[Opening SUPPLIED RECORDS section]
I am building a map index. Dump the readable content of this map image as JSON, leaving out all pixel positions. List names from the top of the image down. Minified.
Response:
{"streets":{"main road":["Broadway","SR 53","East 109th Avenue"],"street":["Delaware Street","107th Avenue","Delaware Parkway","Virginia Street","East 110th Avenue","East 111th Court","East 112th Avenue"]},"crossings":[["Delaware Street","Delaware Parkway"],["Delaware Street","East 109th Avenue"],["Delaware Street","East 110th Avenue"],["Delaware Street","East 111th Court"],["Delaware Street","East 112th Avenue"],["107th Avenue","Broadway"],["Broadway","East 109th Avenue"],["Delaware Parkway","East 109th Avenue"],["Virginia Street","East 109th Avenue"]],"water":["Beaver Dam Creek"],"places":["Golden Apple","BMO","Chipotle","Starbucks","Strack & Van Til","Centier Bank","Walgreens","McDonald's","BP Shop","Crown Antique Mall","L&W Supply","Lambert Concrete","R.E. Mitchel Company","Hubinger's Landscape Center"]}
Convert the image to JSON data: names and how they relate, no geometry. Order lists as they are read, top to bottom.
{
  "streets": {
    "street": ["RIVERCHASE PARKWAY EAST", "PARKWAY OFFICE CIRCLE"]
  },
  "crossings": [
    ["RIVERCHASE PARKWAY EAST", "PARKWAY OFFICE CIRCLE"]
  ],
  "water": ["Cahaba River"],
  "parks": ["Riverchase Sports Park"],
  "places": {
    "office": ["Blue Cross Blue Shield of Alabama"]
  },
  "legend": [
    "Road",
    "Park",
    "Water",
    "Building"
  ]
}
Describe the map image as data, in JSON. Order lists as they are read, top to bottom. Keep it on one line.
[Closing SUPPLIED RECORDS section]
**WHAT TO DO**
Would you please set down the lines from the one with "Convert the image" to the end of the data above, exactly and without any other lines?

**OUTPUT FOR THIS EXERCISE**
Convert the image to JSON data: names and how they relate, no geometry. Order lists as they are read, top to bottom.
{
  "streets": {
    "street": ["RIVERCHASE PARKWAY EAST", "PARKWAY OFFICE CIRCLE"]
  },
  "crossings": [
    ["RIVERCHASE PARKWAY EAST", "PARKWAY OFFICE CIRCLE"]
  ],
  "water": ["Cahaba River"],
  "parks": ["Riverchase Sports Park"],
  "places": {
    "office": ["Blue Cross Blue Shield of Alabama"]
  },
  "legend": [
    "Road",
    "Park",
    "Water",
    "Building"
  ]
}
Describe the map image as data, in JSON. Order lists as they are read, top to bottom. Keep it on one line.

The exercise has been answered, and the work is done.